Stored items:
-----

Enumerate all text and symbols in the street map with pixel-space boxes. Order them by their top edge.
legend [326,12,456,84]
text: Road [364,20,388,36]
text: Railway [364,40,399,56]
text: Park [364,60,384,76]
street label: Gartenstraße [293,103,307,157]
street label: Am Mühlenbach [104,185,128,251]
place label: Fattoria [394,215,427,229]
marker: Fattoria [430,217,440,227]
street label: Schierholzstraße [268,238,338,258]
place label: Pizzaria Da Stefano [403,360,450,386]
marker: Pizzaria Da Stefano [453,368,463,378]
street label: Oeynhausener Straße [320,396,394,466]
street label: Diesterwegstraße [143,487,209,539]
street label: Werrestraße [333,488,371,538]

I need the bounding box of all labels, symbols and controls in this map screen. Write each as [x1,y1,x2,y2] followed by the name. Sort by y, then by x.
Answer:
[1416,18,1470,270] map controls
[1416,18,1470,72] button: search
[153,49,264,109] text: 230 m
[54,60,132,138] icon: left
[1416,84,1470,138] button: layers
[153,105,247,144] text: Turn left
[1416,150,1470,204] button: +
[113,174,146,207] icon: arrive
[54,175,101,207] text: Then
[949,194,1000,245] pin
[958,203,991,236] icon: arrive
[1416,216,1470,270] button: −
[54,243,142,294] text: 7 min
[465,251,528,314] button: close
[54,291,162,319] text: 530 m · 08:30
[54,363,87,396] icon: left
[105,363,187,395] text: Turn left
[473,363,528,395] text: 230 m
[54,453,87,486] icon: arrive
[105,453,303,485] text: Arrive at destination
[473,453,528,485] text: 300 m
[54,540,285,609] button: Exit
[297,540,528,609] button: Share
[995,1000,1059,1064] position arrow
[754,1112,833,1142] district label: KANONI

-----

TASK PROMPT
Please copy each record shown above exactly.

EXERCISE RESPONSE
Enumerate all text and symbols in the street map with pixel-space boxes. Order them by their top edge.
legend [326,12,456,84]
text: Road [364,20,388,36]
text: Railway [364,40,399,56]
text: Park [364,60,384,76]
street label: Gartenstraße [293,103,307,157]
street label: Am Mühlenbach [104,185,128,251]
place label: Fattoria [394,215,427,229]
marker: Fattoria [430,217,440,227]
street label: Schierholzstraße [268,238,338,258]
place label: Pizzaria Da Stefano [403,360,450,386]
marker: Pizzaria Da Stefano [453,368,463,378]
street label: Oeynhausener Straße [320,396,394,466]
street label: Diesterwegstraße [143,487,209,539]
street label: Werrestraße [333,488,371,538]

I need the bounding box of all labels, symbols and controls in this map screen. Write each as [x1,y1,x2,y2] followed by the name. Sort by y, then by x.
Answer:
[1416,18,1470,270] map controls
[1416,18,1470,72] button: search
[153,49,264,109] text: 230 m
[54,60,132,138] icon: left
[1416,84,1470,138] button: layers
[153,105,247,144] text: Turn left
[1416,150,1470,204] button: +
[113,174,146,207] icon: arrive
[54,175,101,207] text: Then
[949,194,1000,245] pin
[958,203,991,236] icon: arrive
[1416,216,1470,270] button: −
[54,243,142,294] text: 7 min
[465,251,528,314] button: close
[54,291,162,319] text: 530 m · 08:30
[54,363,87,396] icon: left
[105,363,187,395] text: Turn left
[473,363,528,395] text: 230 m
[54,453,87,486] icon: arrive
[105,453,303,485] text: Arrive at destination
[473,453,528,485] text: 300 m
[54,540,285,609] button: Exit
[297,540,528,609] button: Share
[995,1000,1059,1064] position arrow
[754,1112,833,1142] district label: KANONI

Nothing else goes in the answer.